Why retrieve at all
A pretrained model stores knowledge in its weights. That parametric memory has four chronic problems, and retrieval addresses each one directly:
- Freshness. Weights freeze at the training cutoff. Anything that changed afterward — a price, a policy, last quarter's numbers — is invisible to the model and cannot be patched without retraining. A retrieval corpus is updated by writing a row.
- Private and proprietary knowledge. The model never saw your wiki, your contracts, or this customer's ticket history. You cannot prompt your way to facts the model was never shown; you have to put them in the context.

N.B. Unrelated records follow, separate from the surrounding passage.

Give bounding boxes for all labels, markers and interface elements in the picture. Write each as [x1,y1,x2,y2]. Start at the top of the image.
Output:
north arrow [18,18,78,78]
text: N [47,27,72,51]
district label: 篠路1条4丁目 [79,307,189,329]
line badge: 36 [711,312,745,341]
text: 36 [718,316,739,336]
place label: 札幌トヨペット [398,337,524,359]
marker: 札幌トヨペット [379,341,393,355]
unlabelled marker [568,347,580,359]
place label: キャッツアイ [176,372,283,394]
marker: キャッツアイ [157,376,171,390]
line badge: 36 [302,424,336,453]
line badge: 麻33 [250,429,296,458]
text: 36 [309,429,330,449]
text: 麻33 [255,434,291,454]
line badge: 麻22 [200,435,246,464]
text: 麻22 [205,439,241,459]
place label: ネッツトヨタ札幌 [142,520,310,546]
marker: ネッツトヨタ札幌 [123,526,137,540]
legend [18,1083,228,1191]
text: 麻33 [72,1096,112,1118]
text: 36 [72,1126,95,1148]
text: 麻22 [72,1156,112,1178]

- Grounding and citations. A model asked a factual question will produce fluent text whether or not it knows the answer. Supplying the source passages lets the model quote them and lets you show the user where an answer came from. Grounding does not eliminate hallucination, but it converts an unanswerable "is this true?" into a checkable "does this follow from these passages?"
- Cost and context economy. The naive alternative — paste the entire knowledge base into every prompt — is quadratic in attention cost (Vol II · EQ 3.1) and bumps into the window limit. Retrieval sends the model a few hundred relevant tokens instead of a few hundred thousand, which is cheaper, faster, and frequently more accurate because the model is not distracted by irrelevant text.
The original framing (Lewis et al., 2020) treated retrieval as a differentiable component trained jointly with the generator. Production RAG in 2026 is almost always the simpler, modular version: a frozen retriever feeds a frozen generator, and you engineer the seam between them. That seam — chunk, embed, index, retrieve, rerank, assemble — is the subject of this chapter, and every stage is a place where recall quietly leaks.
RAG is not a model; it is a systems discipline wrapped around one. The failure surface looks like the agent failure surface from Ch 06: most "the model is wrong" complaints turn out to be "the right passage was never retrieved," which is a recall bug, not a reasoning bug. Diagnosing which one you have is half the job.
The pipeline, end to end
RAG has two phases. Indexing runs offline, once per corpus version: documents are split into chunks, each chunk is embedded into a vector, and the vectors are loaded into a searchable index. Query time runs per request: the question is embedded, the index returns the nearest chunks, an optional reranker reorders them, and the top survivors are assembled into a prompt alongside the question.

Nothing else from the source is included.